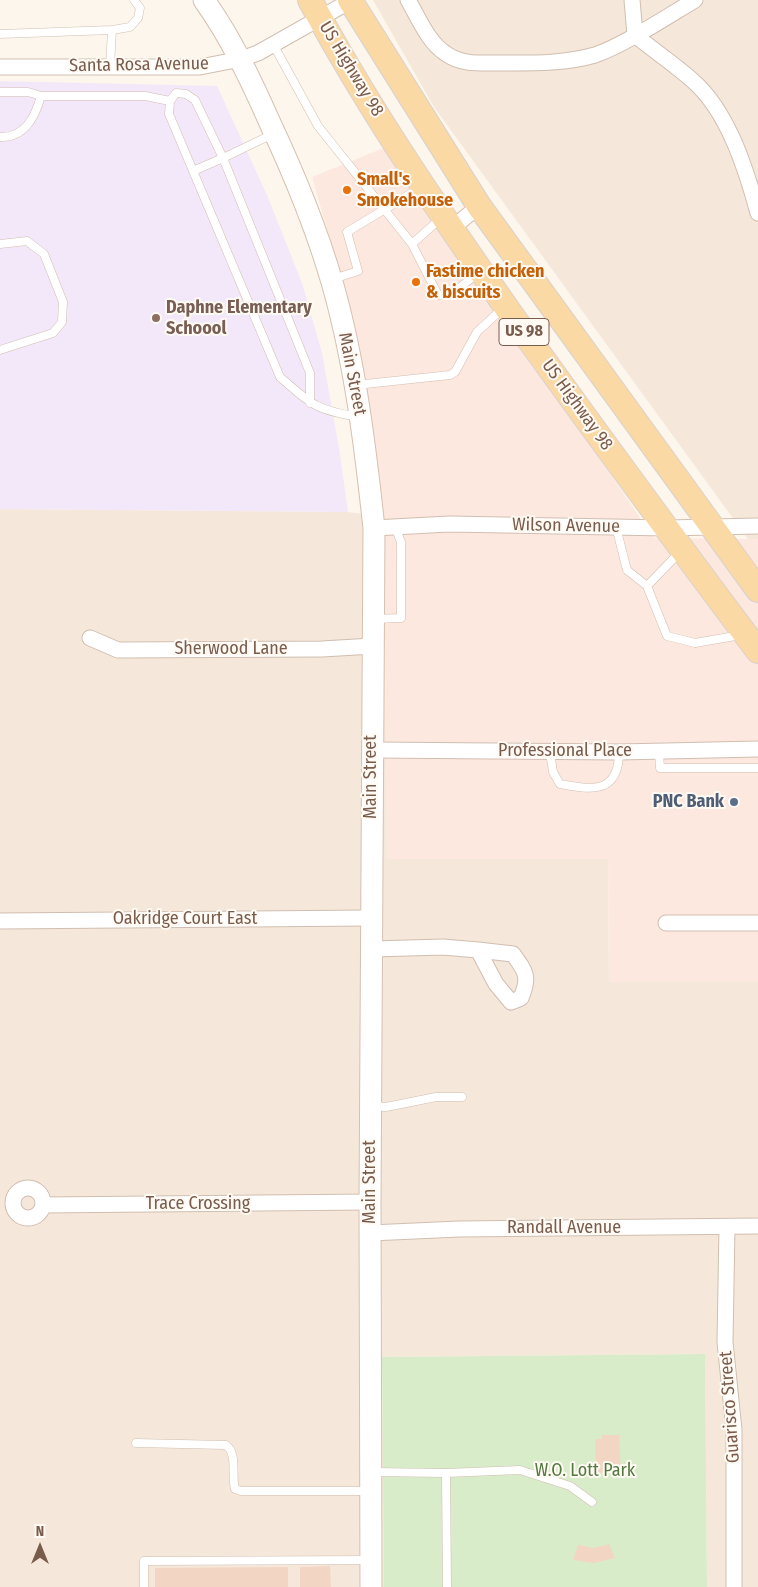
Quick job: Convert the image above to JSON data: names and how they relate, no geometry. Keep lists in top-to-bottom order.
{
  "streets": {
    "main road": ["US Highway 98", "US 98", "Main Street"],
    "street": [
      "Santa Rosa Avenue",
      "Wilson Avenue",
      "Sherwood Lane",
      "Professional Place",
      "Oakridge Court East",
      "Trace Crossing",
      "Randall Avenue",
      "Guarisco Street"
    ]
  },
  "crossings": [
    ["Santa Rosa Avenue", "US Highway 98"],
    ["Santa Rosa Avenue", "Main Street"],
    ["US Highway 98", "Wilson Avenue"],
    ["Main Street", "Wilson Avenue"],
    ["Main Street", "Sherwood Lane"],
    ["Main Street", "Professional Place"],
    ["Main Street", "Oakridge Court East"],
    ["Main Street", "Trace Crossing"],
    ["Main Street", "Randall Avenue"],
    ["Randall Avenue", "Guarisco Street"]
  ],
  "parks": ["W.O. Lott Park"],
  "places": [
    "Small's Smokehouse",
    "Fastime chicken & biscuits",
    "Daphne Elementary Schoool",
    "PNC Bank"
  ],
  "north": "top"
}
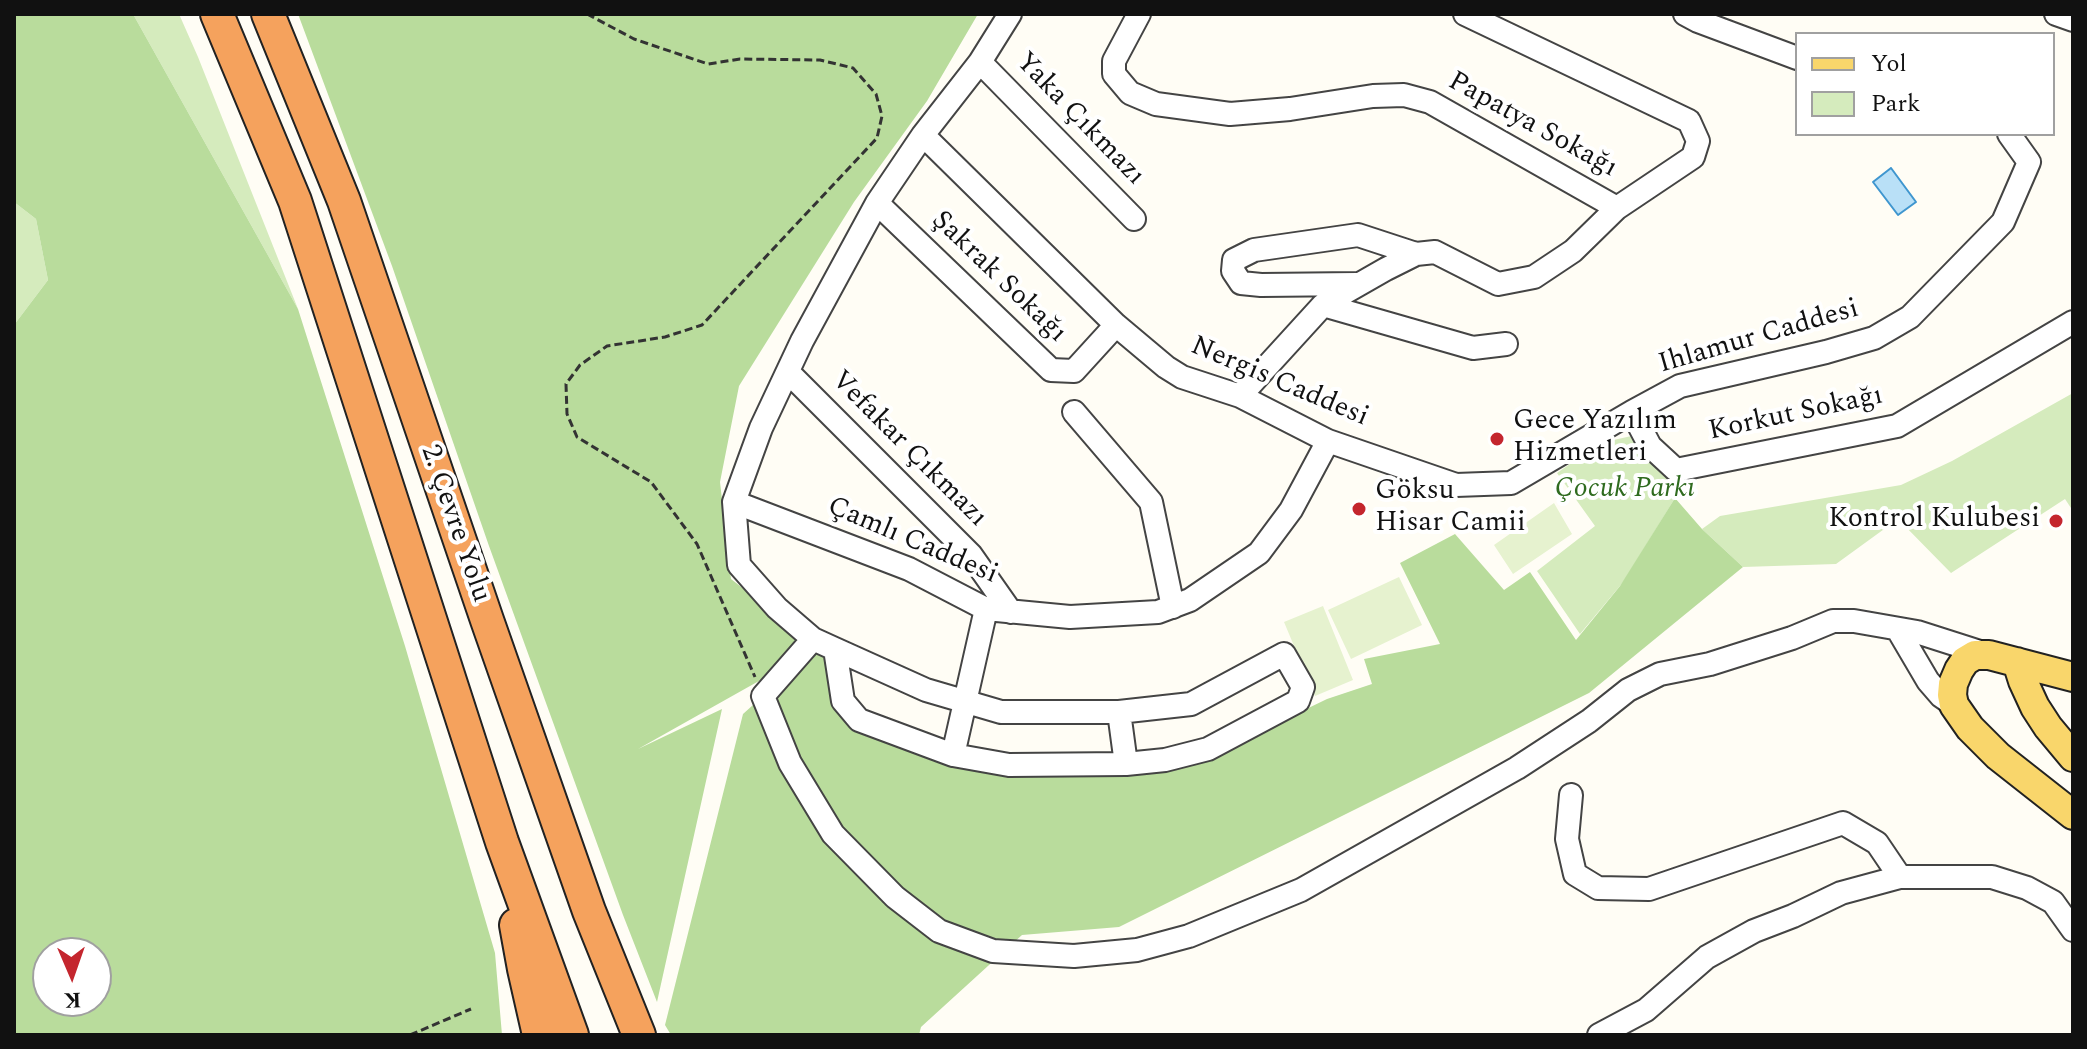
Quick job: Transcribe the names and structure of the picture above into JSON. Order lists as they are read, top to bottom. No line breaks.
──────────
-- What the task requires --
Everything in the records above except the pictures is to be reproduced word for word.

-- Task answer --
Quick job: Convert the image above to JSON data: names and how they relate, no geometry. Keep lists in top-to-bottom order.
{
  "streets": {
    "main road": ["US Highway 98", "US 98", "Main Street"],
    "street": [
      "Santa Rosa Avenue",
      "Wilson Avenue",
      "Sherwood Lane",
      "Professional Place",
      "Oakridge Court East",
      "Trace Crossing",
      "Randall Avenue",
      "Guarisco Street"
    ]
  },
  "crossings": [
    ["Santa Rosa Avenue", "US Highway 98"],
    ["Santa Rosa Avenue", "Main Street"],
    ["US Highway 98", "Wilson Avenue"],
    ["Main Street", "Wilson Avenue"],
    ["Main Street", "Sherwood Lane"],
    ["Main Street", "Professional Place"],
    ["Main Street", "Oakridge Court East"],
    ["Main Street", "Trace Crossing"],
    ["Main Street", "Randall Avenue"],
    ["Randall Avenue", "Guarisco Street"]
  ],
  "parks": ["W.O. Lott Park"],
  "places": [
    "Small's Smokehouse",
    "Fastime chicken & biscuits",
    "Daphne Elementary Schoool",
    "PNC Bank"
  ],
  "north": "top"
}
Quick job: Transcribe the names and structure of the picture above into JSON. Order lists as they are read, top to bottom. No line breaks.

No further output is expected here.